### [ACTIVITY]
Search the entries for the word "nowrap" and report each line that has it.

(Stored data entries)
>>>>
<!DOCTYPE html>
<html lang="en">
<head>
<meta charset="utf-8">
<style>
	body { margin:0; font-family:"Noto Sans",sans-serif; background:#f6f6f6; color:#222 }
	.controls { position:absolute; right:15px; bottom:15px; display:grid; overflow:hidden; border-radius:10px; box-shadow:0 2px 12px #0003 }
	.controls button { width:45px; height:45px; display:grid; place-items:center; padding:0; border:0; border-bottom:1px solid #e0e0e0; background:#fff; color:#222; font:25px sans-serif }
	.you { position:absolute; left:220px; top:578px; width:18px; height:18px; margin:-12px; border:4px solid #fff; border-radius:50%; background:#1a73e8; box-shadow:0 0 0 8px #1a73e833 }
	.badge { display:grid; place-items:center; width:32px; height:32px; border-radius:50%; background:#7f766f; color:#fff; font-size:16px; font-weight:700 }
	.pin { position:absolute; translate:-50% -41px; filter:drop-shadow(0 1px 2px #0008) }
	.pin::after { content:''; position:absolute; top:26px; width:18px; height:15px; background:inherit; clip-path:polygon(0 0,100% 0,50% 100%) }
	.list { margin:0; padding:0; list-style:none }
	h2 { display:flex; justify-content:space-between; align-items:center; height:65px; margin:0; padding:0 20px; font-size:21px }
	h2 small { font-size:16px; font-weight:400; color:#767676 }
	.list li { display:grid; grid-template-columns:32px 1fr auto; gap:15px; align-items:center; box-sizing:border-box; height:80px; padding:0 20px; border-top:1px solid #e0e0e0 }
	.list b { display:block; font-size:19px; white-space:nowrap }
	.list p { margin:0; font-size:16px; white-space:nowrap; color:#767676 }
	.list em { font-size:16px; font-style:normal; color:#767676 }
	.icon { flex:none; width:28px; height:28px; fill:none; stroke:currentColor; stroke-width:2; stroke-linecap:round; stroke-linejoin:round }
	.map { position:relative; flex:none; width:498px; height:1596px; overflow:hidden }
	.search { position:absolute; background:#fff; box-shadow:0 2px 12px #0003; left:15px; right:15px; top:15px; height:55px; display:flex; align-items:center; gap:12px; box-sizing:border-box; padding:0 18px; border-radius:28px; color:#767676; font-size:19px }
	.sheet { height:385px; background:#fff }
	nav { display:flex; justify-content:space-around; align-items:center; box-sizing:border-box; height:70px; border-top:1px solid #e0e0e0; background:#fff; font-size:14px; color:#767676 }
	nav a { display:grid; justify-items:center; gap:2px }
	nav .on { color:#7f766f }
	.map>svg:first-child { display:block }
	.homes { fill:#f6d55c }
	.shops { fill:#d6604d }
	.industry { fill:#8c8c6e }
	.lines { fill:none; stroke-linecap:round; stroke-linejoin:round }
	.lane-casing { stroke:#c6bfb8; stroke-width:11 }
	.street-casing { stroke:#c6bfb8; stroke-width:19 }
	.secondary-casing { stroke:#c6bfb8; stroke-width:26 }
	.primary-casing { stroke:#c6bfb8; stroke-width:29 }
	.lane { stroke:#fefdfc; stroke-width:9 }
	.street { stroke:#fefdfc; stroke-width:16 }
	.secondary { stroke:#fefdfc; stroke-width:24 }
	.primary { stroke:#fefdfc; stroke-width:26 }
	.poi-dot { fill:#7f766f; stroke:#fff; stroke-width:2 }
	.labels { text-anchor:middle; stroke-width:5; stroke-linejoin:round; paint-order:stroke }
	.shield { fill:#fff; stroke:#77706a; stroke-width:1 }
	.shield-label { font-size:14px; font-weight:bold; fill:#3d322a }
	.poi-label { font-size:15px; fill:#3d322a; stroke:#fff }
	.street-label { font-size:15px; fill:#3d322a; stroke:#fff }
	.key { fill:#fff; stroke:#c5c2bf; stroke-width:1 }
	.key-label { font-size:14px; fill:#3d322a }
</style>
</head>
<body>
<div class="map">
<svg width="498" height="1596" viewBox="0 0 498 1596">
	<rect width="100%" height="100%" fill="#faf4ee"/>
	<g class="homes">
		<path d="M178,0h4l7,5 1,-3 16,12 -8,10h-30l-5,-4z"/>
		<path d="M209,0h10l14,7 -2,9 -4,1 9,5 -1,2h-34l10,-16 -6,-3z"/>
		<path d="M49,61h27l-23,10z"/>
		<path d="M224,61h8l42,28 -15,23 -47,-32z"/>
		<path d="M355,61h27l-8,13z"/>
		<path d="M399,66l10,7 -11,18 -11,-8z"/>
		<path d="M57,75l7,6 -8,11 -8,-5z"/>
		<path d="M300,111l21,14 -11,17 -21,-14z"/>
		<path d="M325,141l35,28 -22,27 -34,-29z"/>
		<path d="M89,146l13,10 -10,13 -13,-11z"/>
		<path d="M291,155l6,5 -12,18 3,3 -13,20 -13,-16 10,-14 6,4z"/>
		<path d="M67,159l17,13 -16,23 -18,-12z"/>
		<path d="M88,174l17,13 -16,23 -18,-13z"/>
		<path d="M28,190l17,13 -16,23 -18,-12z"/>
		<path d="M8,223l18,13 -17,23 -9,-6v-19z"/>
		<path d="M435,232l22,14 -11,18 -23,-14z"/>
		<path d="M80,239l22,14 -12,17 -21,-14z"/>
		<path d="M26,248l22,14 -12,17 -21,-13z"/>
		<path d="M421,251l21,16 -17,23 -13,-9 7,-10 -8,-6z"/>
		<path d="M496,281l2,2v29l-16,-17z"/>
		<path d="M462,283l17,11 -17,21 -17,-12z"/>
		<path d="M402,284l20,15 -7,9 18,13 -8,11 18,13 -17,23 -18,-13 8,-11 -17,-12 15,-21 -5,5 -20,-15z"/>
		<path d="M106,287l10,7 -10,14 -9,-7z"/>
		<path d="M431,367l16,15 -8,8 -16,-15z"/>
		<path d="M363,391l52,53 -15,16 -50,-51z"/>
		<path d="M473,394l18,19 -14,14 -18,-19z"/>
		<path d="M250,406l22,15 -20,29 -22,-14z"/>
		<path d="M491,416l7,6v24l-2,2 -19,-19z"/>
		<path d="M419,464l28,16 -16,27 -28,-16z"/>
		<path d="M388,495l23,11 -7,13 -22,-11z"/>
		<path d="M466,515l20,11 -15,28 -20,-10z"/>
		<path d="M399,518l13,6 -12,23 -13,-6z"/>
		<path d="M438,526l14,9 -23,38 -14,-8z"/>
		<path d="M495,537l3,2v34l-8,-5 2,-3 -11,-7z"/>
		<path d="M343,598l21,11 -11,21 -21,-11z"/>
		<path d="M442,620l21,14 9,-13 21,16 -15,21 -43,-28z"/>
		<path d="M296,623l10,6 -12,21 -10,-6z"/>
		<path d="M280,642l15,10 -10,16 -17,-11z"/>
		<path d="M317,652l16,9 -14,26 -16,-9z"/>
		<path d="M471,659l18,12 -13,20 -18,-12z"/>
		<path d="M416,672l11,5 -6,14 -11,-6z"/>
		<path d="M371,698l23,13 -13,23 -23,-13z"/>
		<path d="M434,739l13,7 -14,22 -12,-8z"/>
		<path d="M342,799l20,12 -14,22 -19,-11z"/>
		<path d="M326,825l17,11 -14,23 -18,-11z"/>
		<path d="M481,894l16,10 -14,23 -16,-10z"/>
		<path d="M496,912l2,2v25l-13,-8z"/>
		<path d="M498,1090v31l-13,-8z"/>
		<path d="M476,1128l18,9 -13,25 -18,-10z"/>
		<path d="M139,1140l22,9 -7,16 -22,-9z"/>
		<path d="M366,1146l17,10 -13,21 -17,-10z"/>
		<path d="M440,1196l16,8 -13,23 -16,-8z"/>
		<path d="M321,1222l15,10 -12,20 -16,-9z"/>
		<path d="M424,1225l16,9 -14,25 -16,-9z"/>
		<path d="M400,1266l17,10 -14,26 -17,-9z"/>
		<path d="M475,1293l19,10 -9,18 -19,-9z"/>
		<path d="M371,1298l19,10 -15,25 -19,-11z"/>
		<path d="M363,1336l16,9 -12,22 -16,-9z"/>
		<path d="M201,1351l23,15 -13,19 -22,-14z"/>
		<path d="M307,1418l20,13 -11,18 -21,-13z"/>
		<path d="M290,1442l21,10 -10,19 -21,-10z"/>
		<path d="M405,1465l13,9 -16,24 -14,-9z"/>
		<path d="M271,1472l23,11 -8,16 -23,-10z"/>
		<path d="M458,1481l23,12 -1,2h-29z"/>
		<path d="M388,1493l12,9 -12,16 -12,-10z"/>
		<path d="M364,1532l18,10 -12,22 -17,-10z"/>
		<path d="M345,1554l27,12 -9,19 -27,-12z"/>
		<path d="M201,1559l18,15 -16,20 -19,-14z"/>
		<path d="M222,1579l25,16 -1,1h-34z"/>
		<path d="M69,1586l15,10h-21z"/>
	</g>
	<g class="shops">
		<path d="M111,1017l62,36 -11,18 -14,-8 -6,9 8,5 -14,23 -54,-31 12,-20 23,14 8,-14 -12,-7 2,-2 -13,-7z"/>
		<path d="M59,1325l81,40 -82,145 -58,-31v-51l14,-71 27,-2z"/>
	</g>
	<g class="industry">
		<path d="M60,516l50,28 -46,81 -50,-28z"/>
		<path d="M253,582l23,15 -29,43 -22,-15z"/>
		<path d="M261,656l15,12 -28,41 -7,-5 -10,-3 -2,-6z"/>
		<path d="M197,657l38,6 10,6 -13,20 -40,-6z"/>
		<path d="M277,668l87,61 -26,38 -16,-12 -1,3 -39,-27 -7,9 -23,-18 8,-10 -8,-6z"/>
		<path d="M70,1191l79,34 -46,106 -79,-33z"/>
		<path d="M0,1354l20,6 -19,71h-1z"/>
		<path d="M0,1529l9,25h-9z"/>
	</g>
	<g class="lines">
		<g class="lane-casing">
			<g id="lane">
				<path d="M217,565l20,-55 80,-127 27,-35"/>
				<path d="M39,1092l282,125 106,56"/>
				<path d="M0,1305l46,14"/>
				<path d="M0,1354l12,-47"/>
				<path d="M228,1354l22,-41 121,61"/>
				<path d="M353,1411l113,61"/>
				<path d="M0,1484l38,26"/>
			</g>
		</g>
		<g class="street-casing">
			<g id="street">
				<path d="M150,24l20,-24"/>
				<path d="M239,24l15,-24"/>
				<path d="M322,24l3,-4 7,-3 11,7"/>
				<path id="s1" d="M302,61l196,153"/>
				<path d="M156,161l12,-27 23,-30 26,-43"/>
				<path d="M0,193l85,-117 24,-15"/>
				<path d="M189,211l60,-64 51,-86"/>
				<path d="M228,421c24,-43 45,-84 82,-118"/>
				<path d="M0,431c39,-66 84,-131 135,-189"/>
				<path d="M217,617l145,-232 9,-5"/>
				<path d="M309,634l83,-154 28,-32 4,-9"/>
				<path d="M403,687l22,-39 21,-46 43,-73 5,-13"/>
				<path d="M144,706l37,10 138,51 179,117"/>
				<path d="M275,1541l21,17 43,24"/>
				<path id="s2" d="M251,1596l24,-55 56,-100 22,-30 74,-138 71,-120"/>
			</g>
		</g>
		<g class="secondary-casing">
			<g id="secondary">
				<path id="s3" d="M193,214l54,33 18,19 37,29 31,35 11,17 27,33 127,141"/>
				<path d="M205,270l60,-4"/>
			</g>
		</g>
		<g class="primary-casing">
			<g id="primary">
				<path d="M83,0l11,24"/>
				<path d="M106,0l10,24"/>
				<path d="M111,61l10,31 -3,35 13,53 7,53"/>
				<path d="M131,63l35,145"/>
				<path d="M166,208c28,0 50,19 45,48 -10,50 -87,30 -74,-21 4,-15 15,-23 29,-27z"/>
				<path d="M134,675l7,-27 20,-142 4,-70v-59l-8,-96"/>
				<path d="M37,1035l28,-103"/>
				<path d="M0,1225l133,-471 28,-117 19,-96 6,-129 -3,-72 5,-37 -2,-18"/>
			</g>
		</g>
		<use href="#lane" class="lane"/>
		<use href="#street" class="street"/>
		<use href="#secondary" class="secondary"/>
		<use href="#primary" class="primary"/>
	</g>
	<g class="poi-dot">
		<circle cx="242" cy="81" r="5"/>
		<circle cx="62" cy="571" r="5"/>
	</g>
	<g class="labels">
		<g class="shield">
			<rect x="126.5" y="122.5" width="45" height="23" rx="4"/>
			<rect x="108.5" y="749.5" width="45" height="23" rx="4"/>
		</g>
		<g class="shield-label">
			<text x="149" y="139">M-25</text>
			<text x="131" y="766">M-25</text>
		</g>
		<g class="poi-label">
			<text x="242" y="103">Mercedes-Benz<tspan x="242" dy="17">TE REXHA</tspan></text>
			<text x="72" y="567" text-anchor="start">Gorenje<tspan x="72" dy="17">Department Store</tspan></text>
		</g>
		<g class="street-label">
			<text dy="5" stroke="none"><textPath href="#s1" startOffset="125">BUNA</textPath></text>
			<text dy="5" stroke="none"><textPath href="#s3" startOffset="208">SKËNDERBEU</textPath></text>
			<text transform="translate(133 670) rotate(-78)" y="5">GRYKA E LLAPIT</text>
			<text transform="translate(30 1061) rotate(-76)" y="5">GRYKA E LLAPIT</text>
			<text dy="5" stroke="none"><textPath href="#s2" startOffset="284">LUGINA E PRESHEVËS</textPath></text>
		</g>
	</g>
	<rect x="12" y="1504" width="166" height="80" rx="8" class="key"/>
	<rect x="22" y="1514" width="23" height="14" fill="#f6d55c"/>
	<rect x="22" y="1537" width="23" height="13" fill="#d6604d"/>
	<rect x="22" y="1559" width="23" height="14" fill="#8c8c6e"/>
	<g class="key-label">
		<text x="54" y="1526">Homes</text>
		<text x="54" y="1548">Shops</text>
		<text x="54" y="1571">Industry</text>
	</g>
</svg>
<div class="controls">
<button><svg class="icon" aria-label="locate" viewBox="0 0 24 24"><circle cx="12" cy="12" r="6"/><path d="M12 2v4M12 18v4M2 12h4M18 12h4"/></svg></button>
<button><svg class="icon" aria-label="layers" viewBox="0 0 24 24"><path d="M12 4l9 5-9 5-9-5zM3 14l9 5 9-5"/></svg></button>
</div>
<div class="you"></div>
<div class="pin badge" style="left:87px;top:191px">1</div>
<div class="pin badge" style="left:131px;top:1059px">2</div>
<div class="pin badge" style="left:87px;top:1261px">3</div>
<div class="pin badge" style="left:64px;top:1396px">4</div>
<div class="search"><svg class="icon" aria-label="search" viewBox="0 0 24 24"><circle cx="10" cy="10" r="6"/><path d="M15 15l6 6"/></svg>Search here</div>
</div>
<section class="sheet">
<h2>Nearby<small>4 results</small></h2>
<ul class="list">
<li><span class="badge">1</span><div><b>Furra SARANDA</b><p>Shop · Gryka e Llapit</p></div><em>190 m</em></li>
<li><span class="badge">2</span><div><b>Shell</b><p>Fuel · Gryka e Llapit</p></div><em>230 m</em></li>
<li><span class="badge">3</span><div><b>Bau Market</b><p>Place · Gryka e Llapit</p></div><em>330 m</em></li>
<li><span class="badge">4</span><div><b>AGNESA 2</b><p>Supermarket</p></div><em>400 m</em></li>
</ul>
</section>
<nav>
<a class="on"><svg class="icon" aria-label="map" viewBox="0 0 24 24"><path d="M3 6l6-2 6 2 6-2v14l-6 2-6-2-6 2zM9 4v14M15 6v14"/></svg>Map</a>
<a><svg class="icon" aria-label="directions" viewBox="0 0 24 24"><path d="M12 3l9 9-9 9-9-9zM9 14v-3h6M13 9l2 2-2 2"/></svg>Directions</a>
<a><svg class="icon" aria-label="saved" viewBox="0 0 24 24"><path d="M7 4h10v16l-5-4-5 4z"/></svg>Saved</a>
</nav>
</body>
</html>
<<<<
### [YOUR SOLUTION]
	.list b { display:block; font-size:19px; white-space:nowrap }
	.list p { margin:0; font-size:16px; white-space:nowrap; color:#767676 }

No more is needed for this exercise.